Gardening Habit #1: Don’t expect immediate results.
One thing you quickly come to understand in gardening is that nothing happens overnight. You can plan out a beautiful garden, buy the best seeds, the best soil, and the fanciest garden beds. The whole weekend can be spent outside in the dirt and come Monday, you will still not have a garden. In fact, you won’t have a garden for months no matter how hard you try. And yet, we carry on with this practice because we don’t expect immediate results. We know this is a slow process and get hooked on the smallest changes, the first shoots popping out of the soil, the first tiny buds emerging.

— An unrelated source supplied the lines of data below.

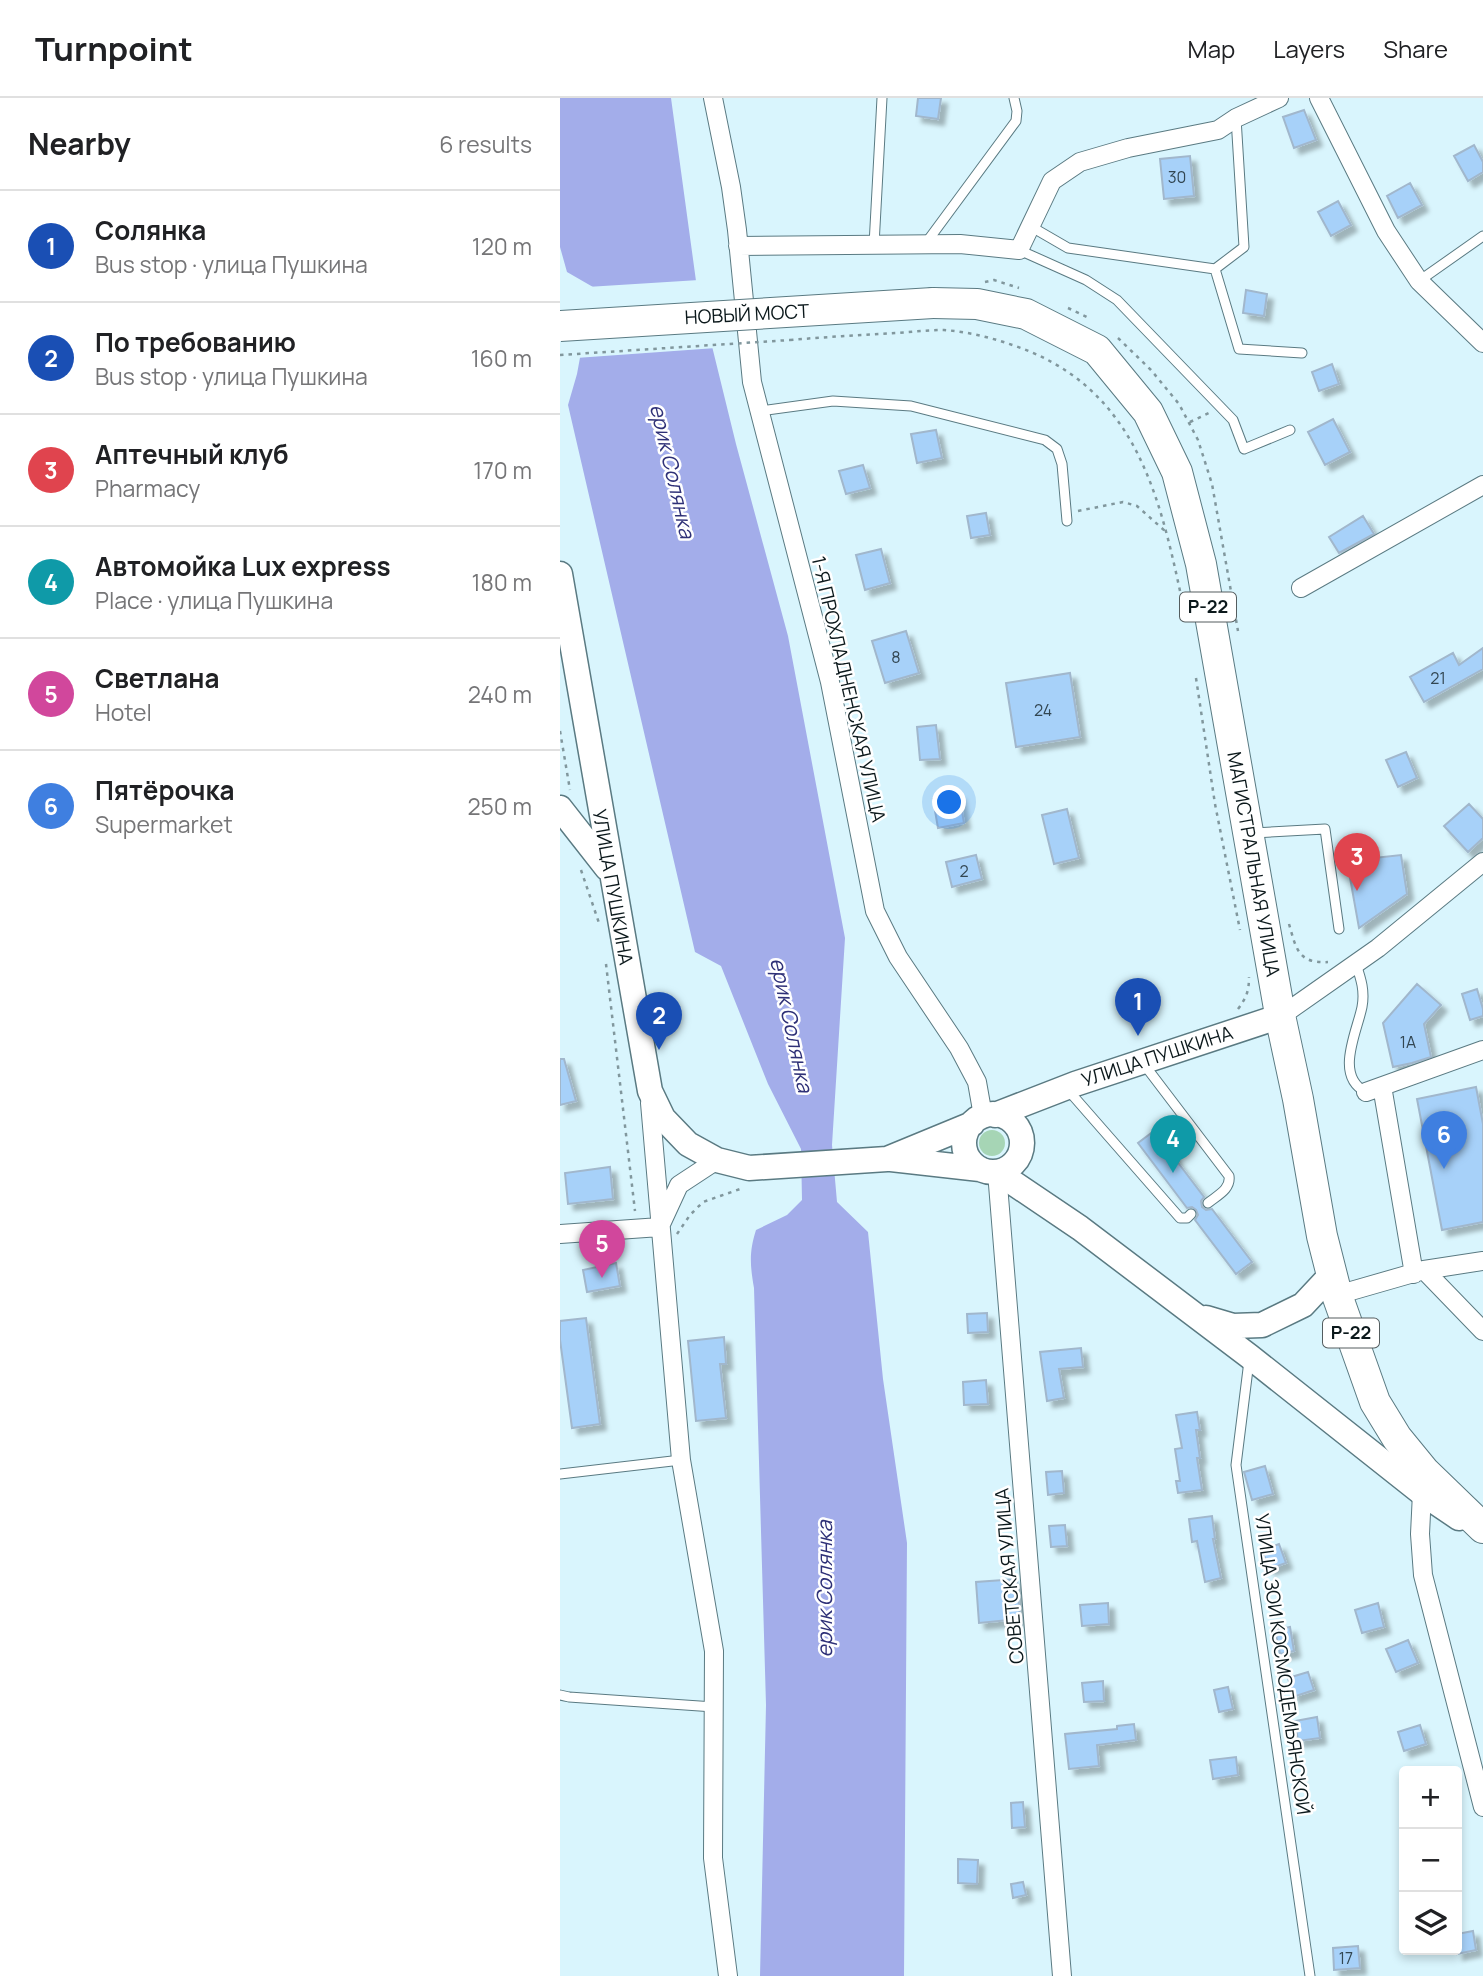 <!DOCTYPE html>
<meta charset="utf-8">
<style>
body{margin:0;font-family:Manrope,sans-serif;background:#f2f2f2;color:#202124}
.controls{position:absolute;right:21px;bottom:21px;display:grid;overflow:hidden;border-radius:7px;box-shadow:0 4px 10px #0003}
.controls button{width:63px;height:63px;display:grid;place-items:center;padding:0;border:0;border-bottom:2px solid #e0e0e0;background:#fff;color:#202124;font:35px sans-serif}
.you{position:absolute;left:390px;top:705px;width:24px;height:24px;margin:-18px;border:5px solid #fff;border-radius:50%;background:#1a73e8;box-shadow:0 0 0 10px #1a73e833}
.badge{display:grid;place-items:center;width:46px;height:46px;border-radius:50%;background:#a50c42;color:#fff;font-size:23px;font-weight:700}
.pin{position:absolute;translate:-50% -58px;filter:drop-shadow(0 2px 4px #0008)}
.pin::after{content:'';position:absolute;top:37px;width:24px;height:21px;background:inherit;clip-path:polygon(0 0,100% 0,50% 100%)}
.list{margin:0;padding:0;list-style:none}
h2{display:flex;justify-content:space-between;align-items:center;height:91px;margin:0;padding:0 28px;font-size:30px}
h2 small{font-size:23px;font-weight:400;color:#757577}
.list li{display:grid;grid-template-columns:46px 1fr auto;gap:21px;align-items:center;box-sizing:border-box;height:112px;padding:0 28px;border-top:2px solid #e0e0e0}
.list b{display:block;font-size:26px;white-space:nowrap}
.list p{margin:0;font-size:23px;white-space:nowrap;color:#757577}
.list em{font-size:23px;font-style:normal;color:#757577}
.icon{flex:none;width:38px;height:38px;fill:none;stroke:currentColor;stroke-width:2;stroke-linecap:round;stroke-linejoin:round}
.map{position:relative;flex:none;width:923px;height:1878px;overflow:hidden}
header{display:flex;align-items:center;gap:42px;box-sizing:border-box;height:98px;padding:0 35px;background:#fff;border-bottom:2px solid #e0e0e0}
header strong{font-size:33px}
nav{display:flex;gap:38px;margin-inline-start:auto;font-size:24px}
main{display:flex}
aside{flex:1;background:#fff}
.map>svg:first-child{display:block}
.green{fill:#a6d5b5}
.water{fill:#a3adea}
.pier{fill:#d9f5fd}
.building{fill:#a7d1f9;stroke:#a1b7cc;stroke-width:2;filter:url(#shadow)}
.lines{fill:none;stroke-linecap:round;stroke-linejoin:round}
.service-casing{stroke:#5a7a82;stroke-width:11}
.minor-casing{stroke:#5a7a82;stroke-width:20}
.secondary-casing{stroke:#5a7a82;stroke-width:27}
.trunk-casing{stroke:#5a7a82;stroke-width:32}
.path{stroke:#81979d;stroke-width:2.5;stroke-dasharray:3.5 5;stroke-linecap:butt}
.service{stroke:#fff;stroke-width:9}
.minor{stroke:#fff;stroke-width:18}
.secondary{stroke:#fff;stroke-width:24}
.trunk{stroke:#fff;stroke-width:30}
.trunk-bridge-casing{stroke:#5a7a82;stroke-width:32;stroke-linecap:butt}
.path-bridge{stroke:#81979d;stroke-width:2.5;stroke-dasharray:3.5 5;stroke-linecap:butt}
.trunk-bridge{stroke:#fff;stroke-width:30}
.labels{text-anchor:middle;stroke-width:5;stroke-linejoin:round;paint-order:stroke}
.number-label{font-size:16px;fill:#324652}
.shield{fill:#fff;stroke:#545d5f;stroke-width:2}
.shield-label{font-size:18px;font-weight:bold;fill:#0b181b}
.street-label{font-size:19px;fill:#0b181b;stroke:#fff}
.water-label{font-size:21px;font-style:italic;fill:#2e3077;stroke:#fff}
</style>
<header>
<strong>Turnpoint</strong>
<nav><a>Map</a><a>Layers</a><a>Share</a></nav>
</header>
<main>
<aside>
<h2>Nearby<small>6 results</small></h2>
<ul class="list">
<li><span class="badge" style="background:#1a4fb4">1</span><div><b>Солянка</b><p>Bus stop · улица Пушкина</p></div><em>120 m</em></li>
<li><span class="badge" style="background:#1a4fb4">2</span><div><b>По требованию</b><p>Bus stop · улица Пушкина</p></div><em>160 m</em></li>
<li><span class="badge" style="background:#e0444e">3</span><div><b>Аптечный клуб</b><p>Pharmacy</p></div><em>170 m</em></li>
<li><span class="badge" style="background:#0f9aa8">4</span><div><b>Автомойка Lux express</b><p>Place · улица Пушкина</p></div><em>180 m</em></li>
<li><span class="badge" style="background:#d1479c">5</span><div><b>Светлана</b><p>Hotel</p></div><em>240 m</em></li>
<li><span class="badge" style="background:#3f7fe0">6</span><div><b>Пятёрочка</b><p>Supermarket</p></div><em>250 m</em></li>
</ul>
</aside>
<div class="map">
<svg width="923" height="1878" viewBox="0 0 923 1878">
<defs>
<filter id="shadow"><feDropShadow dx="6" dy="6" stdDeviation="2" flood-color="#0004"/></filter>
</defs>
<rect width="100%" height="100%" fill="#d9f5fd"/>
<!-- green -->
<path class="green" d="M419 1045a13 13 0 1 1 26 0a13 13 0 1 1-26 0Z"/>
<!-- water -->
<path class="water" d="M0 0H111L136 183 176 346 228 538 285 840 272 1047 277 1104 308 1134 323 1281 347 1445 344 1878H200L206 1607 194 1190C190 1167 189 1154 196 1132L227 1117 242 1102 241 1051 208 986 161 868 135 854 8 307 17 276 33 189 7 174 0 149Z"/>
<!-- pier -->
<path class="pier" d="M139 182 156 250 16 260 29 190 27 189Z"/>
<!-- building -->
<path class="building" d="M358 0H381L378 21 356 18Z
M744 12 756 42 734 50 723 19Z
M914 47 923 64V74L908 83 894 58Z
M630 58 634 98 604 101 600 61Z
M850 85 862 107 838 120 827 98Z
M778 103 791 127 771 138 758 114Z
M686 192 707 196 704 218 683 215Z
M772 266 779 286 759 293 752 274Z
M773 321 790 354 765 367 748 334Z
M376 332 382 360 357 365 351 336Z
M303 367 310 390 286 396 279 373Z
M426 415 430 437 411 440 407 418Z
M803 418 814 436 779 455 769 439Z
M321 451 330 485 305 492 296 457Z
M346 533 359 575 325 585 312 543Z
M923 550V571L864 604 850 579 893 555 899 567Z
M510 575 520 639 456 649 446 585Z
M376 627 380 661 360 662 357 629Z
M846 654 857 680 838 689 826 662Z
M399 696 404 725 378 730 373 701Z
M909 706 923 721V740L908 754 884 728Z
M507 711 519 760 494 766 482 717Z
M416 757 422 781 392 789 386 764Z
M841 757 847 796 799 830 787 763Z
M857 886 881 907 864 926 871 959 852 965 833 969 823 925Z
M917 891 923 911V918L910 922 902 896Z
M0 961H4L16 1003 0 1007Z
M916 989 923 1026V1124L882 1132 857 1001Z
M594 1033 644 1099 641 1103 642 1109 646 1112 652 1111 692 1164 676 1176 635 1122 638 1117 636 1112 632 1109 627 1110 578 1045Z
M50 1069 53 1101 8 1106 5 1075Z
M56 1165 60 1188 27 1194 23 1172Z
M427 1215 428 1234 408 1235 407 1216Z
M26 1220 40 1326 12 1330 0 1242V1223Z
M164 1239 166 1266H160L166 1320 136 1323 128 1243Z
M521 1250 523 1269 499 1271 504 1300 487 1303 480 1254Z
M426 1282 428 1306 404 1307 403 1284Z
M637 1314 640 1332H636L640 1360H637L642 1392 618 1395 616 1383H620L615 1351 622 1350 616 1317Z
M705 1368 713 1396 692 1402 684 1374Z
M502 1373 504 1395 488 1397 486 1374Z
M652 1418 655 1441H653L661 1480 645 1484 637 1443 632 1444 629 1421Z
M505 1427 507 1448 491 1449 489 1428Z
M719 1446 726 1465 709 1471 702 1452Z
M457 1481 460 1521 419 1525 416 1484Z
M548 1505 549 1526 522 1528 520 1507Z
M818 1505 824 1529 802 1535 795 1512Z
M730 1529 734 1553 720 1556 715 1532Z
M848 1542 858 1565 836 1574 826 1551Z
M748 1574 754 1592 733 1599 728 1580Z
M543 1583 544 1603 524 1604 522 1585Z
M668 1589 673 1611 659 1614 654 1592Z
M757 1619 760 1640 738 1643 735 1623Z
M574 1626 576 1642 537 1647 539 1668 509 1671 505 1636 557 1631V1628Z
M860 1627 866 1646 844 1653 838 1634Z
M676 1659 678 1677 653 1681 650 1662Z
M463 1704 465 1729 452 1730 451 1705Z
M398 1761 418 1762 417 1786 398 1785Z
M463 1784 466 1797 453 1800 451 1786Z
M913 1833 916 1852 897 1856V1836Z
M798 1848 800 1870 774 1872 773 1850Z"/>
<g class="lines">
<defs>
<path id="service" d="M470 128 508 150 655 171 684 149 676 20
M366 145 456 23 457 13 454 0
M314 147 322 0
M459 152 526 182 557 202 673 322 684 351 730 332
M655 171 679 251 742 255
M859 183 923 138
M200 313 273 303 351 308 485 342 497 351 502 366 507 423
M694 735 765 731 779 831
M796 866C801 881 805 893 802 909 797 934 774 978 806 994
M583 965 669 1078C671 1091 658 1097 648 1105
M508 992 620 1120H627L631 1116
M689 1263 676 1367 750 1878
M0 1376 121 1362
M0 1597 9 1599 154 1609"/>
<path id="minor" d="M153 0 171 89 177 132 192 284 270 584 315 813 338 859 399 950 417 984 423 1018
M759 0 826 133 859 183 923 245
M178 148 400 146 459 152 492 83 520 64 568 50 658 32 676 20 719 0
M741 490 923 387
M721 918 818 850 923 764
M822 988 854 1176
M806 994 923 952
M90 1005 121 1362 154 1553 153 1760 168 1878
M437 1074 502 1878
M101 1126 119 1087 157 1062
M0 1136 100 1129
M864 1172 923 1233
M777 1197 864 1172 923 1163
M862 1395 860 1436 863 1477 923 1709"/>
<path id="secondary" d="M0 476 90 993 103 1020 128 1046 157 1062 189 1070 327 1061 412 1026
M0 710 47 770
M404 1045a29 29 0 1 1 58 0a29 29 0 1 1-58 0Z
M435 1017 515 986 721 918
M331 1061 420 1071
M437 1074 520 1130 689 1258 862 1395 899 1420
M646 1220 673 1228 702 1227 743 1207 772 1176"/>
<path id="trunk" d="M373 205 417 206 466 216 537 252 588 314 617 374 641 466 721 922 738 1001 762 1138 777 1197 815 1304 837 1340 864 1373 923 1430"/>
</defs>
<!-- service casing -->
<use href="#service" class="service-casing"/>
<!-- minor casing -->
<use href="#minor" class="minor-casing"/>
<!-- secondary casing -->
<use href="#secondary" class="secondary-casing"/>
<!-- trunk casing -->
<use href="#trunk" class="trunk-casing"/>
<!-- path -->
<path class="path" d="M425 184 434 182 459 190
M508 210 527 219
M558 240 591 272 619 306 638 342 652 386 678 533
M230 242C265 239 301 237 336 235 352 234 368 232 384 232 413 234 444 243 471 254 584 302 603 414 626 521
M630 324 649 315
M518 413 563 404 577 408 605 433
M636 580 655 706 680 832
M0 633 10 692
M21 772 39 825
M729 826C736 850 738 866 768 864
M46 866 75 1113
M678 911C686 900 689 894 689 879
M117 1136 130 1117 143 1104 183 1090
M51 1153 64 1150"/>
<!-- service -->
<use href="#service" class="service"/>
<!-- minor -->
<use href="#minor" class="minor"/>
<!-- secondary -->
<use href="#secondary" class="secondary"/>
<!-- trunk -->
<use href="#trunk" class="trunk"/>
<defs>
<path id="trunk-bridge" d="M0 228 373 205"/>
</defs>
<!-- trunk-bridge casing -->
<use href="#trunk-bridge" class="trunk-bridge-casing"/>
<!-- path-bridge -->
<path class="path-bridge" d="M0 257 230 242"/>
<!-- trunk-bridge -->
<use href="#trunk-bridge" class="trunk-bridge"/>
</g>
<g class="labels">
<!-- number labels -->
<g class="number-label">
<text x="617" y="85">30</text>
<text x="336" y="565">8</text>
<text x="878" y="586">21</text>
<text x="483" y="618">24</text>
<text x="404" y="779">2</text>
<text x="848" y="950">1А</text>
<text x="786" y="1866">17</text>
</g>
<!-- shield labels -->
<g class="shield">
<rect x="620" y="494.5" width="56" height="29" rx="5"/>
<rect x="763" y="1220.5" width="56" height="29" rx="5"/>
</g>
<g class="shield-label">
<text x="648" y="515">Р-22</text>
<text x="791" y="1241">Р-22</text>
</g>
<!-- street labels -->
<g class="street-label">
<text transform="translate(187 216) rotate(-3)" y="7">НОВЫЙ МОСТ</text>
<text transform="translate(289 591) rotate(77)" y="7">1-Я ПРОХЛАДНЕНСКАЯ УЛИЦА</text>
<text transform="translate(694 766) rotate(80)" y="7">МАГИСТРАЛЬНАЯ УЛИЦА</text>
<text transform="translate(53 789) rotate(80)" y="7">УЛИЦА ПУШКИНА</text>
<text transform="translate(597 958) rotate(-18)" y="7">УЛИЦА ПУШКИНА</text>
<text transform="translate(449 1478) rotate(-95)" y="7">СОВЕТСКАЯ УЛИЦА</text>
<text transform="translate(723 1566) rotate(82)" y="7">УЛИЦА ЗОИ КОСМОДЕМЬЯНСКОЙ</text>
</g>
<!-- water labels -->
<g class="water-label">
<text transform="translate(112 373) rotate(77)" y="7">ерик Солянка</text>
<text transform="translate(231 927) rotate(78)" y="7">ерик Солянка</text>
<text transform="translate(265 1491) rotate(-90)" y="7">ерик Солянка</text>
</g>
</g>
</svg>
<div class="controls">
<button>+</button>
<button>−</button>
<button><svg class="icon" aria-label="layers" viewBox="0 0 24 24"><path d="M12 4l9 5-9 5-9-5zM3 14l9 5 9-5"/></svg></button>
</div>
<div class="you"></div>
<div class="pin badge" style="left:578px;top:938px;background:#1a4fb4">1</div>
<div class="pin badge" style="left:99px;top:952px;background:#1a4fb4">2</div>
<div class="pin badge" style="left:797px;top:793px;background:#e0444e">3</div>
<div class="pin badge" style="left:613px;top:1075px;background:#0f9aa8">4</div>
<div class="pin badge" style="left:42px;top:1180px;background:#d1479c">5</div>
<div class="pin badge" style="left:884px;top:1071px;background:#3f7fe0">6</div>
</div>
</main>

Gardeners are aggressively patient and it is often a real point of pride. If I ever bring a fellow gardener to my house to show what I am growing, without fail they will ask “did you grow that from seed?” (In other words “did you actually grow it, or just plant it.”) Shortcuts in gardening creates imbalance in the soil and, while it may lead to fast results (think Miracle Gro) our plants and health can suffer in the long term. Any change mirrors this pattern. Following “hacks” or “secrets” to anything—weight loss, success, love, beauty—is almost always a scam. The same dynamic can apply if you just pick up a plant in a garden center, dig a hole, and stick it in. In the short term, it will seem like change has been made. With a little more time, however, the plant may start to shrivel as it struggles to adjust to the shocking new environment it was plunged into.
Change takes time and is best pursued via small steps. Imagine each change you want to make as small individual actions in the garden of your life. Want to get healthy? Each time you cut out processed food, go on a walk, or reduce sugar intake, you are planting the seeds. The changes you make today won’t mean much tomorrow—you will just be sore, tired, and craving a brownie. Yet over the course of a month tending to this behavior, little by little, you will start to see small shoots of change poke their way out of the soil. Change is nourished by small daily habits and a great deal of gardener-like patience.